Collected data
※

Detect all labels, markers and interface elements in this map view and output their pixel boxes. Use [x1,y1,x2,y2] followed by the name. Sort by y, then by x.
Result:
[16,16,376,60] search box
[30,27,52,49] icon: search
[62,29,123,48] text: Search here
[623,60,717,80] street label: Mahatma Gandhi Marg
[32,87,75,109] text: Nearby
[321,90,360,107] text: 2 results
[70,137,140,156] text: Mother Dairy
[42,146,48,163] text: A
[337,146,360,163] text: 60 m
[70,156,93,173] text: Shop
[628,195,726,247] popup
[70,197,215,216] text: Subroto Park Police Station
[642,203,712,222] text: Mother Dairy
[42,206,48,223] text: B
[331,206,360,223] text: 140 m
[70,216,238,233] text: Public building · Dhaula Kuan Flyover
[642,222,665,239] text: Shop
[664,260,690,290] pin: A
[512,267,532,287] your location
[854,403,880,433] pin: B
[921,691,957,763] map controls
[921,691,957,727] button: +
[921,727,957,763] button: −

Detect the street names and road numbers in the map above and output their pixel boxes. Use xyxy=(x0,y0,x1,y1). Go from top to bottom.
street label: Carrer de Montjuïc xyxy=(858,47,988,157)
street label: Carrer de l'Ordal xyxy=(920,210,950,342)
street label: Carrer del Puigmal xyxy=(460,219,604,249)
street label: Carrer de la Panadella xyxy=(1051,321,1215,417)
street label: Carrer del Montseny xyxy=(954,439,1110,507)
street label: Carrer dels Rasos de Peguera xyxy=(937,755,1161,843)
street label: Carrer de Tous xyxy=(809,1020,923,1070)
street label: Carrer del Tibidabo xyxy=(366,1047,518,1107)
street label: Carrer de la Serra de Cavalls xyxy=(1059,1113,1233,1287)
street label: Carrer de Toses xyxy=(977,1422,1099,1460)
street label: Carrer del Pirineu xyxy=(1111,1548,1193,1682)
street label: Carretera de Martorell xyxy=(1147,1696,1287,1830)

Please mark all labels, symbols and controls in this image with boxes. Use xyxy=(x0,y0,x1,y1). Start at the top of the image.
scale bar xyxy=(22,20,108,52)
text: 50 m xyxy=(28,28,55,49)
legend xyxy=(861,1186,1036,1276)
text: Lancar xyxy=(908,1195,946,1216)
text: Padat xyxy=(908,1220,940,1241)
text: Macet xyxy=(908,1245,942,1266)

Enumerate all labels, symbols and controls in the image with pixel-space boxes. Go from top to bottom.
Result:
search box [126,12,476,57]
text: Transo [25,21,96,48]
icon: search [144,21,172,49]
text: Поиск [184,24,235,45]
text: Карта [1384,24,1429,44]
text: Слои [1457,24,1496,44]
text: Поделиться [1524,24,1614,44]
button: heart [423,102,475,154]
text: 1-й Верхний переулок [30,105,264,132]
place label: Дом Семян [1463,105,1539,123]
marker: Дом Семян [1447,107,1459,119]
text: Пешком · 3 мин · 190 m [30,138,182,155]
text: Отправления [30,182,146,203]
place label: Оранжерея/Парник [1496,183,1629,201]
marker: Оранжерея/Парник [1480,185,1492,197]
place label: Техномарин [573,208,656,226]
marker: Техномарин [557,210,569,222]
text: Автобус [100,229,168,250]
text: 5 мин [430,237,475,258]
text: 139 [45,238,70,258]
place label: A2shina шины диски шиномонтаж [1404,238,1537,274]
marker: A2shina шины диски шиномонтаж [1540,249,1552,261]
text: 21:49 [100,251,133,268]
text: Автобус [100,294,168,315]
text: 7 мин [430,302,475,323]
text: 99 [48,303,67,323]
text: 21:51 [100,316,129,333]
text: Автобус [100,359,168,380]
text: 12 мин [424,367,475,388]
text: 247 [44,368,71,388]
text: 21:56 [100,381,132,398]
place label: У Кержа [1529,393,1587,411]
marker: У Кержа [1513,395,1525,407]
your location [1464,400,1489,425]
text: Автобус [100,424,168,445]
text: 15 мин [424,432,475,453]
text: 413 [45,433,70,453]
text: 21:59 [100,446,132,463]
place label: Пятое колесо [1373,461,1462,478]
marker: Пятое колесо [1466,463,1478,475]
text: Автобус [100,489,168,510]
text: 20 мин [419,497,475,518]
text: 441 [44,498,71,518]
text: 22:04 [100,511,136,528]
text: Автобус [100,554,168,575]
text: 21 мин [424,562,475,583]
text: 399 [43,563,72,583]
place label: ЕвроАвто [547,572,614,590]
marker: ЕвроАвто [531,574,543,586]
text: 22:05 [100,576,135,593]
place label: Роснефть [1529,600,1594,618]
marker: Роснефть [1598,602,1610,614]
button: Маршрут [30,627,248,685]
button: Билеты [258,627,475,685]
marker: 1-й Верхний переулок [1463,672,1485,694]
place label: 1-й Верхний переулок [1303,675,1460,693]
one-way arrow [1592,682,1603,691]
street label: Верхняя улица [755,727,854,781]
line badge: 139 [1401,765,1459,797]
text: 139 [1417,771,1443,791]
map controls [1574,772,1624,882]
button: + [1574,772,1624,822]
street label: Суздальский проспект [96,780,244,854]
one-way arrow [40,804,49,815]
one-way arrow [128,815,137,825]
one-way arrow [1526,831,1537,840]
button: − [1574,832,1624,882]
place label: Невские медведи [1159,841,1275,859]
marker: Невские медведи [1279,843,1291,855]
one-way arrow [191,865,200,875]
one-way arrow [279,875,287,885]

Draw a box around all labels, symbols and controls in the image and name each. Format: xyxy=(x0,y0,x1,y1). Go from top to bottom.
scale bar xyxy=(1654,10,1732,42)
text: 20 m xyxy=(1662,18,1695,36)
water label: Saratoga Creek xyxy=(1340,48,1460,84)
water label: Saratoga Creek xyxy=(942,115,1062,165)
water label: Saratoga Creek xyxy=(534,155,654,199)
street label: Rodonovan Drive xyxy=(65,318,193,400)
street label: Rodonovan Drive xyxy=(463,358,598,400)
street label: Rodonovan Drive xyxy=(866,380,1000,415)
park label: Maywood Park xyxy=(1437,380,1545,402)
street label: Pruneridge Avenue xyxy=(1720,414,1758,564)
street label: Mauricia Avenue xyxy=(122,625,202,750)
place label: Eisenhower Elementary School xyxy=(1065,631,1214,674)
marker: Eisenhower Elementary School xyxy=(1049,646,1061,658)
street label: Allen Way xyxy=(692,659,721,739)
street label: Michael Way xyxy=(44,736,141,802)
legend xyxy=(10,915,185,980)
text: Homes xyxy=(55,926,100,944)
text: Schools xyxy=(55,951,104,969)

※

[What you are asked to do]
Once you have read the entries, reproduce each one exactly.

[Solution for this problem]
Detect all labels, markers and interface elements in this map view and output their pixel boxes. Use [x1,y1,x2,y2] followed by the name. Sort by y, then by x.
Result:
[16,16,376,60] search box
[30,27,52,49] icon: search
[62,29,123,48] text: Search here
[623,60,717,80] street label: Mahatma Gandhi Marg
[32,87,75,109] text: Nearby
[321,90,360,107] text: 2 results
[70,137,140,156] text: Mother Dairy
[42,146,48,163] text: A
[337,146,360,163] text: 60 m
[70,156,93,173] text: Shop
[628,195,726,247] popup
[70,197,215,216] text: Subroto Park Police Station
[642,203,712,222] text: Mother Dairy
[42,206,48,223] text: B
[331,206,360,223] text: 140 m
[70,216,238,233] text: Public building · Dhaula Kuan Flyover
[642,222,665,239] text: Shop
[664,260,690,290] pin: A
[512,267,532,287] your location
[854,403,880,433] pin: B
[921,691,957,763] map controls
[921,691,957,727] button: +
[921,727,957,763] button: −

Detect the street names and road numbers in the map above and output their pixel boxes. Use xyxy=(x0,y0,x1,y1). Go from top to bottom.
street label: Carrer de Montjuïc xyxy=(858,47,988,157)
street label: Carrer de l'Ordal xyxy=(920,210,950,342)
street label: Carrer del Puigmal xyxy=(460,219,604,249)
street label: Carrer de la Panadella xyxy=(1051,321,1215,417)
street label: Carrer del Montseny xyxy=(954,439,1110,507)
street label: Carrer dels Rasos de Peguera xyxy=(937,755,1161,843)
street label: Carrer de Tous xyxy=(809,1020,923,1070)
street label: Carrer del Tibidabo xyxy=(366,1047,518,1107)
street label: Carrer de la Serra de Cavalls xyxy=(1059,1113,1233,1287)
street label: Carrer de Toses xyxy=(977,1422,1099,1460)
street label: Carrer del Pirineu xyxy=(1111,1548,1193,1682)
street label: Carretera de Martorell xyxy=(1147,1696,1287,1830)

Please mark all labels, symbols and controls in this image with boxes. Use xyxy=(x0,y0,x1,y1). Start at the top of the image.
scale bar xyxy=(22,20,108,52)
text: 50 m xyxy=(28,28,55,49)
legend xyxy=(861,1186,1036,1276)
text: Lancar xyxy=(908,1195,946,1216)
text: Padat xyxy=(908,1220,940,1241)
text: Macet xyxy=(908,1245,942,1266)

Enumerate all labels, symbols and controls in the image with pixel-space boxes. Go from top to bottom.
Result:
search box [126,12,476,57]
text: Transo [25,21,96,48]
icon: search [144,21,172,49]
text: Поиск [184,24,235,45]
text: Карта [1384,24,1429,44]
text: Слои [1457,24,1496,44]
text: Поделиться [1524,24,1614,44]
button: heart [423,102,475,154]
text: 1-й Верхний переулок [30,105,264,132]
place label: Дом Семян [1463,105,1539,123]
marker: Дом Семян [1447,107,1459,119]
text: Пешком · 3 мин · 190 m [30,138,182,155]
text: Отправления [30,182,146,203]
place label: Оранжерея/Парник [1496,183,1629,201]
marker: Оранжерея/Парник [1480,185,1492,197]
place label: Техномарин [573,208,656,226]
marker: Техномарин [557,210,569,222]
text: Автобус [100,229,168,250]
text: 5 мин [430,237,475,258]
text: 139 [45,238,70,258]
place label: A2shina шины диски шиномонтаж [1404,238,1537,274]
marker: A2shina шины диски шиномонтаж [1540,249,1552,261]
text: 21:49 [100,251,133,268]
text: Автобус [100,294,168,315]
text: 7 мин [430,302,475,323]
text: 99 [48,303,67,323]
text: 21:51 [100,316,129,333]
text: Автобус [100,359,168,380]
text: 12 мин [424,367,475,388]
text: 247 [44,368,71,388]
text: 21:56 [100,381,132,398]
place label: У Кержа [1529,393,1587,411]
marker: У Кержа [1513,395,1525,407]
your location [1464,400,1489,425]
text: Автобус [100,424,168,445]
text: 15 мин [424,432,475,453]
text: 413 [45,433,70,453]
text: 21:59 [100,446,132,463]
place label: Пятое колесо [1373,461,1462,478]
marker: Пятое колесо [1466,463,1478,475]
text: Автобус [100,489,168,510]
text: 20 мин [419,497,475,518]
text: 441 [44,498,71,518]
text: 22:04 [100,511,136,528]
text: Автобус [100,554,168,575]
text: 21 мин [424,562,475,583]
text: 399 [43,563,72,583]
place label: ЕвроАвто [547,572,614,590]
marker: ЕвроАвто [531,574,543,586]
text: 22:05 [100,576,135,593]
place label: Роснефть [1529,600,1594,618]
marker: Роснефть [1598,602,1610,614]
button: Маршрут [30,627,248,685]
button: Билеты [258,627,475,685]
marker: 1-й Верхний переулок [1463,672,1485,694]
place label: 1-й Верхний переулок [1303,675,1460,693]
one-way arrow [1592,682,1603,691]
street label: Верхняя улица [755,727,854,781]
line badge: 139 [1401,765,1459,797]
text: 139 [1417,771,1443,791]
map controls [1574,772,1624,882]
button: + [1574,772,1624,822]
street label: Суздальский проспект [96,780,244,854]
one-way arrow [40,804,49,815]
one-way arrow [128,815,137,825]
one-way arrow [1526,831,1537,840]
button: − [1574,832,1624,882]
place label: Невские медведи [1159,841,1275,859]
marker: Невские медведи [1279,843,1291,855]
one-way arrow [191,865,200,875]
one-way arrow [279,875,287,885]

Draw a box around all labels, symbols and controls in the image and name each. Format: xyxy=(x0,y0,x1,y1). Go from top to bottom.
scale bar xyxy=(1654,10,1732,42)
text: 20 m xyxy=(1662,18,1695,36)
water label: Saratoga Creek xyxy=(1340,48,1460,84)
water label: Saratoga Creek xyxy=(942,115,1062,165)
water label: Saratoga Creek xyxy=(534,155,654,199)
street label: Rodonovan Drive xyxy=(65,318,193,400)
street label: Rodonovan Drive xyxy=(463,358,598,400)
street label: Rodonovan Drive xyxy=(866,380,1000,415)
park label: Maywood Park xyxy=(1437,380,1545,402)
street label: Pruneridge Avenue xyxy=(1720,414,1758,564)
street label: Mauricia Avenue xyxy=(122,625,202,750)
place label: Eisenhower Elementary School xyxy=(1065,631,1214,674)
marker: Eisenhower Elementary School xyxy=(1049,646,1061,658)
street label: Allen Way xyxy=(692,659,721,739)
street label: Michael Way xyxy=(44,736,141,802)
legend xyxy=(10,915,185,980)
text: Homes xyxy=(55,926,100,944)
text: Schools xyxy=(55,951,104,969)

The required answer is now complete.